ASSIGNMENT
Filter this material down to the lines that hold "Piliou", copying each one.

INPUT
....................

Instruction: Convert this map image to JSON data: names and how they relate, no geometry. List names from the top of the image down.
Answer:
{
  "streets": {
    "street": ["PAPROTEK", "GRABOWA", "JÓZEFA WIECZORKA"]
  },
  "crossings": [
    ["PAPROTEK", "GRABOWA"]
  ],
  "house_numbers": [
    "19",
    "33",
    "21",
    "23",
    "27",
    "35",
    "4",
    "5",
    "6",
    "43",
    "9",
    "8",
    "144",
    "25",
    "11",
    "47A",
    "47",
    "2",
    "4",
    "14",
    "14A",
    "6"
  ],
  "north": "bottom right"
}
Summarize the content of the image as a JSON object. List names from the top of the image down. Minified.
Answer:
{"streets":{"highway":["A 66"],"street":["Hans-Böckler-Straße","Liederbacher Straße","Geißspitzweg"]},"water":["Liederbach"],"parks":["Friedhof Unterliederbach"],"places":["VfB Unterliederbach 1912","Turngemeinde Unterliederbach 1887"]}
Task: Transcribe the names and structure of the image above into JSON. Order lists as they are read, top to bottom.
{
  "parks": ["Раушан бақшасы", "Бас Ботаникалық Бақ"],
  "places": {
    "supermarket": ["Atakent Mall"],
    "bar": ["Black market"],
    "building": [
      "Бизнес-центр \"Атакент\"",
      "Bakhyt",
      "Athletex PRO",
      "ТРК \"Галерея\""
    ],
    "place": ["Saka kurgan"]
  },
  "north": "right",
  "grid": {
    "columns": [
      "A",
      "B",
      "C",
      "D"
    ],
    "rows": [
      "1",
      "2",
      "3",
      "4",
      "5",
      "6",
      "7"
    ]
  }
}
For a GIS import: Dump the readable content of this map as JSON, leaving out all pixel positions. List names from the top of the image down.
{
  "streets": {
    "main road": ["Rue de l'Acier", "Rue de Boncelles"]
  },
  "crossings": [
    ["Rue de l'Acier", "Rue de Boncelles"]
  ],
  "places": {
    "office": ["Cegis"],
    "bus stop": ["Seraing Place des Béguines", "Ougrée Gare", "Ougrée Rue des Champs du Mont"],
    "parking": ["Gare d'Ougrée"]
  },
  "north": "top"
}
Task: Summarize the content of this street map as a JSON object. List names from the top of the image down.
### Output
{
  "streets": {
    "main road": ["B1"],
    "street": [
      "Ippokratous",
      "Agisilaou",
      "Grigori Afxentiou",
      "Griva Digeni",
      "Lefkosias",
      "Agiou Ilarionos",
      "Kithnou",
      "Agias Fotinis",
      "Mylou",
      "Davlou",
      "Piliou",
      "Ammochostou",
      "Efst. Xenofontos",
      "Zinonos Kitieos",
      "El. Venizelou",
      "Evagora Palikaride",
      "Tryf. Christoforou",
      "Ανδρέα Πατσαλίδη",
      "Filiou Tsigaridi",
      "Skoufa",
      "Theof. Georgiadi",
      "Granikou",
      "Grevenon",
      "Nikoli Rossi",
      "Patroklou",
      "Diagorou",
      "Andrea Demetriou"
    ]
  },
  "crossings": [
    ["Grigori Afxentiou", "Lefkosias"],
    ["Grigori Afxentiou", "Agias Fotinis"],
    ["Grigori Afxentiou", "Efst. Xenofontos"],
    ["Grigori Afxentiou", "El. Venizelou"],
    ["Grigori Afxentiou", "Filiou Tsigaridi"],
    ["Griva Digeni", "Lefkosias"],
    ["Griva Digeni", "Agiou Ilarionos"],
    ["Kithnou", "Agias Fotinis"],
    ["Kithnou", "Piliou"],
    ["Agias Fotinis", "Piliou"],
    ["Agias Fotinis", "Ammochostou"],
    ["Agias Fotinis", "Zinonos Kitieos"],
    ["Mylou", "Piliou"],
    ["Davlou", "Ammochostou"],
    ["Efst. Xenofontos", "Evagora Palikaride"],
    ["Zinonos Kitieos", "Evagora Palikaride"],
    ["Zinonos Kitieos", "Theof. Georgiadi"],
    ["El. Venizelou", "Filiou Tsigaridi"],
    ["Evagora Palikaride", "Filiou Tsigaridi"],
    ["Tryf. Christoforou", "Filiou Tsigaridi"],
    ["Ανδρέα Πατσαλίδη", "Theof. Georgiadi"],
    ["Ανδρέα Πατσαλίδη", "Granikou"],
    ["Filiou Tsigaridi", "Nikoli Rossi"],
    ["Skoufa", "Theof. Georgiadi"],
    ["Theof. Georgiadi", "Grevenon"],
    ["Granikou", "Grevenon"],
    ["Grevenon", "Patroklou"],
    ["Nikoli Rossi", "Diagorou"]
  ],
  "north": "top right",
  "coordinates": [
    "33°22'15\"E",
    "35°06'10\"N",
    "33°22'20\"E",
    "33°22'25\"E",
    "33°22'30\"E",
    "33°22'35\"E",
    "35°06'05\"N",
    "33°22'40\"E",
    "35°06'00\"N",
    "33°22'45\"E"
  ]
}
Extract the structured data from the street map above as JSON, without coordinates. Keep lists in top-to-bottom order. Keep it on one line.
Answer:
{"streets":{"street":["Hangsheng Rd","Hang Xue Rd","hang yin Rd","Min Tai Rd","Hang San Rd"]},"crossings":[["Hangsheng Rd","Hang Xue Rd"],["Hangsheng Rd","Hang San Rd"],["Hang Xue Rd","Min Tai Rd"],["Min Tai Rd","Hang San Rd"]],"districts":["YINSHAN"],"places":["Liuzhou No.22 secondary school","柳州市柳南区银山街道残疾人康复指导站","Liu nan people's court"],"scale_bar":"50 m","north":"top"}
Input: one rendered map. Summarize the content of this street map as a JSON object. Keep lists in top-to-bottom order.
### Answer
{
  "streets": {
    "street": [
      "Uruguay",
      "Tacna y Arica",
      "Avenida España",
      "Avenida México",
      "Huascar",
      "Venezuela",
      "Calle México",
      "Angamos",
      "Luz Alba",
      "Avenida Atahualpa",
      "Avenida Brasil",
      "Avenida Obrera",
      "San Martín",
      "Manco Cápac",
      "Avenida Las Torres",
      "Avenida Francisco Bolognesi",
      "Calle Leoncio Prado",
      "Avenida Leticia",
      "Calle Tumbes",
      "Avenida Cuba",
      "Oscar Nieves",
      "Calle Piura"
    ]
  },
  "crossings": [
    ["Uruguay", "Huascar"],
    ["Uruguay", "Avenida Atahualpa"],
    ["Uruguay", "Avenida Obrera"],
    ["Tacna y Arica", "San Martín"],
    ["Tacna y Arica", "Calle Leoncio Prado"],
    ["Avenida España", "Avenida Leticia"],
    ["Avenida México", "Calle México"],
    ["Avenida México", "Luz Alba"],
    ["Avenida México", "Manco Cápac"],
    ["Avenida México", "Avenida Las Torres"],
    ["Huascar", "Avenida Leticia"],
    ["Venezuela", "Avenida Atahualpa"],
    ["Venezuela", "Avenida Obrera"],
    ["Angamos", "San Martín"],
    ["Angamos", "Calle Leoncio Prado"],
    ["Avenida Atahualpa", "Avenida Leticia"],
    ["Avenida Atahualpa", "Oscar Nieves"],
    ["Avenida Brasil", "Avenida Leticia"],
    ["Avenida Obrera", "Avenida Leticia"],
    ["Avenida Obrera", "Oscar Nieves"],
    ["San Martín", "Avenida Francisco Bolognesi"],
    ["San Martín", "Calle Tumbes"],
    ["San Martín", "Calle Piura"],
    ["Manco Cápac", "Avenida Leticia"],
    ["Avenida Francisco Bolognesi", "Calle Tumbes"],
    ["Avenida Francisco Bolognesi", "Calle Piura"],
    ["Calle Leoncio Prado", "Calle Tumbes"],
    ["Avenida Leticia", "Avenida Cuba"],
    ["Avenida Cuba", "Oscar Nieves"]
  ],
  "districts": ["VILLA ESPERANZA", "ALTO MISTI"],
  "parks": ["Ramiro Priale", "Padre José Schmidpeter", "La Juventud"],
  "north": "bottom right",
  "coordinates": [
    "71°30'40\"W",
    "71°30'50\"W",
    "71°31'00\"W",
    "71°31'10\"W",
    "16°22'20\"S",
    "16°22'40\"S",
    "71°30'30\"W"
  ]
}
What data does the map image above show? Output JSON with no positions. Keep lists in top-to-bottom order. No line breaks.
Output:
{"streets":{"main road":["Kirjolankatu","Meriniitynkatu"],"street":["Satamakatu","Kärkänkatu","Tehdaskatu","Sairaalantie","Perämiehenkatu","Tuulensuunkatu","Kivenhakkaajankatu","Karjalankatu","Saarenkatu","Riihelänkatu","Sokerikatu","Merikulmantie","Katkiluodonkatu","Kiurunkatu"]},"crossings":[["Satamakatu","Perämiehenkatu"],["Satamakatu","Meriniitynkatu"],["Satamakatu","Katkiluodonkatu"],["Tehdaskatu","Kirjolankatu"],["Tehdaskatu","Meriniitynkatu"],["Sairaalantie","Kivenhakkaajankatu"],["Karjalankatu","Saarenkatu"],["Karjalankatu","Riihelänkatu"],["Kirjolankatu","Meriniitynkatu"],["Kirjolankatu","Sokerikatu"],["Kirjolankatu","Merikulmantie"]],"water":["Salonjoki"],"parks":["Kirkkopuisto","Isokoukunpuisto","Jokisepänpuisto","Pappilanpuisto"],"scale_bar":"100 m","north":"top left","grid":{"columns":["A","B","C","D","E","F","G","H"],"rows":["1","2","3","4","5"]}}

....................

WORKED SOLUTION
      "Piliou",
    ["Kithnou", "Piliou"],
    ["Agias Fotinis", "Piliou"],
    ["Mylou", "Piliou"],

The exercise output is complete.